## What you have to do
Within the material, how many of the lines include the word "ripples"? State only that number.

## Provided records
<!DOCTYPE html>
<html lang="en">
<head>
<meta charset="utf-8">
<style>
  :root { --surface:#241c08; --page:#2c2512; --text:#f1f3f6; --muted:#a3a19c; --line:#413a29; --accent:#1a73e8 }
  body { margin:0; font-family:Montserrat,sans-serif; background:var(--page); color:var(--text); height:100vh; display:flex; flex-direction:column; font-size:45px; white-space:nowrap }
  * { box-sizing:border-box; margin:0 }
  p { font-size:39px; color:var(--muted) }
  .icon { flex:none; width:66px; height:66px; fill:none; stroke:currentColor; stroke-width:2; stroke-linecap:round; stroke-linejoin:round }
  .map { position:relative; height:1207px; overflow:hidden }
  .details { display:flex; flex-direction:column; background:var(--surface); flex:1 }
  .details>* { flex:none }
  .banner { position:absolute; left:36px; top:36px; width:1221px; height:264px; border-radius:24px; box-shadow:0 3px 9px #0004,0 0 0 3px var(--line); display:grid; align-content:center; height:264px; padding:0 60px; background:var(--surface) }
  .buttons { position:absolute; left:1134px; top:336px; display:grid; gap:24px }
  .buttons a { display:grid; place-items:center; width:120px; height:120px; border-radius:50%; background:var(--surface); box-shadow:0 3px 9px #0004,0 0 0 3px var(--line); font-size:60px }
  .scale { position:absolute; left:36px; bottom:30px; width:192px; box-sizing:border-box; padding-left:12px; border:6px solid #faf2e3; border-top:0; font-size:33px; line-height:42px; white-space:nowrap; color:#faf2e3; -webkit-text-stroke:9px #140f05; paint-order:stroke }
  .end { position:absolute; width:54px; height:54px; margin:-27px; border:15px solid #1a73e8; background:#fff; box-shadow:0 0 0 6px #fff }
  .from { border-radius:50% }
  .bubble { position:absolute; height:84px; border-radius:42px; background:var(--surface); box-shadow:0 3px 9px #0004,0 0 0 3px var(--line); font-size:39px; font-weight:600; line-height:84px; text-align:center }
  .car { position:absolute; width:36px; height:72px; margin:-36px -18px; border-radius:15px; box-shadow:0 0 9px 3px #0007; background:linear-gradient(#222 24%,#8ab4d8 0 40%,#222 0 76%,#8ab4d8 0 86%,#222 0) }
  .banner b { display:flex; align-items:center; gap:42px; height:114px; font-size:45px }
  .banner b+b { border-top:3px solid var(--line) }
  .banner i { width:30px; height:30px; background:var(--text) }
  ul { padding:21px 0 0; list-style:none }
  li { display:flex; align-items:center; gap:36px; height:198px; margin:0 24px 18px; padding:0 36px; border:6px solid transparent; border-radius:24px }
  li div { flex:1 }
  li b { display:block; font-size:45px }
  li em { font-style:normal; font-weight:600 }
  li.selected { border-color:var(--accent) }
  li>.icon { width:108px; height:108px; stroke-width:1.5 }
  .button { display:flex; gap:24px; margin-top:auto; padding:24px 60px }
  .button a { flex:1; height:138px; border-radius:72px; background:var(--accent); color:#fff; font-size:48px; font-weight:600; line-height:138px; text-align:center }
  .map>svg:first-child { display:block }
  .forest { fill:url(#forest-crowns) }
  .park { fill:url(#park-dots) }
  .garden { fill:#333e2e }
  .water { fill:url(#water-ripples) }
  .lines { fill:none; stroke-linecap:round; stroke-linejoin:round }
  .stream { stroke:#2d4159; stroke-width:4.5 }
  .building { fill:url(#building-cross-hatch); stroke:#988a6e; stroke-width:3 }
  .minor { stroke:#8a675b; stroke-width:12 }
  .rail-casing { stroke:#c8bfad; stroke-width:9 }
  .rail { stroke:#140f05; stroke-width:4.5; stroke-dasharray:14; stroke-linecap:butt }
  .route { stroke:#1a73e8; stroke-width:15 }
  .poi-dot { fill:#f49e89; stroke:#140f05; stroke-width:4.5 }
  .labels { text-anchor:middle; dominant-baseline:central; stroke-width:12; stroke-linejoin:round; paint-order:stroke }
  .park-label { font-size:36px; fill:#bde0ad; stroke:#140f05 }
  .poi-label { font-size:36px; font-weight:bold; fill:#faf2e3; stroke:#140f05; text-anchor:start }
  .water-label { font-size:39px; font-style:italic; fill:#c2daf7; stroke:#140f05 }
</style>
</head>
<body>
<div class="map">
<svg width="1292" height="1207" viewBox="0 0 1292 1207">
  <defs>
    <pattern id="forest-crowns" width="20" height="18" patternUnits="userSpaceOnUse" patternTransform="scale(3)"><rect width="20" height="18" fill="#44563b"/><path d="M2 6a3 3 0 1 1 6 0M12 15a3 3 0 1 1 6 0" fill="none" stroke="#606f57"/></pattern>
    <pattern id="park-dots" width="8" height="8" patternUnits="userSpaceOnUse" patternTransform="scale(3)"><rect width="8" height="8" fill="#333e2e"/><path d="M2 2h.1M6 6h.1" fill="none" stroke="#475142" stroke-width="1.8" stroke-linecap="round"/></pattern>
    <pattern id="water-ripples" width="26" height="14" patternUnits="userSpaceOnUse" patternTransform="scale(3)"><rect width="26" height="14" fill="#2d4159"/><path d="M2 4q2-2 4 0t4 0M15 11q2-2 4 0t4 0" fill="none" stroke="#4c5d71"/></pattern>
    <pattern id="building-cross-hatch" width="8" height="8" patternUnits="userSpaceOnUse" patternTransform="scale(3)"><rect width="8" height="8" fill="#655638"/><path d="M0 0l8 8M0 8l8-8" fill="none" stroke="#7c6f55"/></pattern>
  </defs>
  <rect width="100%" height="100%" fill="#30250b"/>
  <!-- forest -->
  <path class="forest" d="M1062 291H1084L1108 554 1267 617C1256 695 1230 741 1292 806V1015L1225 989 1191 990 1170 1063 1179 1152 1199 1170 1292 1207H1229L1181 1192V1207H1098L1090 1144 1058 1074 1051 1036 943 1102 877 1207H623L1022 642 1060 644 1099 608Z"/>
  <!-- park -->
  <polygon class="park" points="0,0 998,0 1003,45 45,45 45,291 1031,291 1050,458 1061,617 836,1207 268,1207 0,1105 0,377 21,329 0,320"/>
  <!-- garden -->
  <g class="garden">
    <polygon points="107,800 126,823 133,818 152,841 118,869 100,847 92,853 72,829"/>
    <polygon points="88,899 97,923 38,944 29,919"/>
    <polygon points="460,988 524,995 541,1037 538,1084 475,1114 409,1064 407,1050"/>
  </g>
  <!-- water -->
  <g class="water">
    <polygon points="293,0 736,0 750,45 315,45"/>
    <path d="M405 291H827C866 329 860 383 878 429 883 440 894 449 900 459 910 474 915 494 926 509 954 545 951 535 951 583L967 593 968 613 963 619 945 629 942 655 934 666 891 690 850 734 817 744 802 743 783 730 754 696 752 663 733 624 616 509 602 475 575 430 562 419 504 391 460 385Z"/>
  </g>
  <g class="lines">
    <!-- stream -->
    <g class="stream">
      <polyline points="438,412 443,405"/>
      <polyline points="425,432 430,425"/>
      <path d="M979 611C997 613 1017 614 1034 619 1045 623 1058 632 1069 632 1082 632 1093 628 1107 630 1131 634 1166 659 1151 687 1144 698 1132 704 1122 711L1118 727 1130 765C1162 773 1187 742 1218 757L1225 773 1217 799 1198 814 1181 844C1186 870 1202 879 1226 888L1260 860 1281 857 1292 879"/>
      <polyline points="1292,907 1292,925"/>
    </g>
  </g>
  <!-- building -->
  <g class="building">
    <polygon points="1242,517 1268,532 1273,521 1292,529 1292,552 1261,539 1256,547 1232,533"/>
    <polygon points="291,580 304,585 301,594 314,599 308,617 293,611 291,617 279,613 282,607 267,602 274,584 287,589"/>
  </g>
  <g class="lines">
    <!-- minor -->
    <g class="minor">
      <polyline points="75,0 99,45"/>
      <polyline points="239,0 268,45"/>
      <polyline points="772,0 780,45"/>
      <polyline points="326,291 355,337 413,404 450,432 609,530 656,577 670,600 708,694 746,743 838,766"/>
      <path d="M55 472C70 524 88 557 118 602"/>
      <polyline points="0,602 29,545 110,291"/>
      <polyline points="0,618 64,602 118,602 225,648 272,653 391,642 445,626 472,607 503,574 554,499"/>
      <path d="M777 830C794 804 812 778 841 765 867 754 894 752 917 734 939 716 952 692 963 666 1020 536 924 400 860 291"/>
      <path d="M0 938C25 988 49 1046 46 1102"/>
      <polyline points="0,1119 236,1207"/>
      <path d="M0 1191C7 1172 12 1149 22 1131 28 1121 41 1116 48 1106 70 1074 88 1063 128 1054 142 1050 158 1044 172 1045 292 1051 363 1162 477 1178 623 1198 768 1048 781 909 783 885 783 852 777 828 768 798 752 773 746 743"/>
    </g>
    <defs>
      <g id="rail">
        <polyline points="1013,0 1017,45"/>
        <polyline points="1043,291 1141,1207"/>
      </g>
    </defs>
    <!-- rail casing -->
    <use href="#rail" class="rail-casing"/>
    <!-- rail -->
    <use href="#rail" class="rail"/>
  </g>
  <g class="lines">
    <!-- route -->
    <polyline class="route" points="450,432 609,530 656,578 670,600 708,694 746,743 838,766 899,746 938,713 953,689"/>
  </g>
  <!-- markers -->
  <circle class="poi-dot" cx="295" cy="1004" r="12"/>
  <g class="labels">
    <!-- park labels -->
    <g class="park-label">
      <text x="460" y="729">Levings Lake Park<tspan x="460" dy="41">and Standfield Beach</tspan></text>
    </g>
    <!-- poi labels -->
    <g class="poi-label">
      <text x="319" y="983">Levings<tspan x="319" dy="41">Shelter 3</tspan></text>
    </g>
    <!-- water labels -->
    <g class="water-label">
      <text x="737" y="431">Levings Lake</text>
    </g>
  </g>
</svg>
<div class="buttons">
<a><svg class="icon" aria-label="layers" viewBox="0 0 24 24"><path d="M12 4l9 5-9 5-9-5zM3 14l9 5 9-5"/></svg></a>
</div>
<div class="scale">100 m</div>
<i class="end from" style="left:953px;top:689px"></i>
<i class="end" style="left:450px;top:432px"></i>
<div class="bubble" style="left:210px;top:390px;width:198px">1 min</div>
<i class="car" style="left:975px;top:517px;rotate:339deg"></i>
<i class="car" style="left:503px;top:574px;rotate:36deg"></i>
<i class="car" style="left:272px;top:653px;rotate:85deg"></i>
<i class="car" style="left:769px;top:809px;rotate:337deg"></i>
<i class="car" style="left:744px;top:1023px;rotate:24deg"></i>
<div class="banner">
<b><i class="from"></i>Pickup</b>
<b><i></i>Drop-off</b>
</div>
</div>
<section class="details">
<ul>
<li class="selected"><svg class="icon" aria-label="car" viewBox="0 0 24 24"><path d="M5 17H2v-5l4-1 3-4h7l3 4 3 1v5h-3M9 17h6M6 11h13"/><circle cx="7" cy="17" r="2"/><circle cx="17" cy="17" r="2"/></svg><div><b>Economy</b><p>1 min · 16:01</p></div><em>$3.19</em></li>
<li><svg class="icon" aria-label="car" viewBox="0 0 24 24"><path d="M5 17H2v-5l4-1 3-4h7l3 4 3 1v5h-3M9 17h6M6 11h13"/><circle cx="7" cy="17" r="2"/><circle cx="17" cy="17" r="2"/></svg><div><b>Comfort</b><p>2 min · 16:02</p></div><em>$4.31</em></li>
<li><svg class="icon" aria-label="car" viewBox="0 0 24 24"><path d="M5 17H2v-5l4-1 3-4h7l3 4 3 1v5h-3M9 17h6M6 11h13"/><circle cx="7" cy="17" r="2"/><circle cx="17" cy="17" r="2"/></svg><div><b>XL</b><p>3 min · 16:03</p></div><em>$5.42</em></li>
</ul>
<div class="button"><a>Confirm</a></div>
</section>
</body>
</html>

## Response
2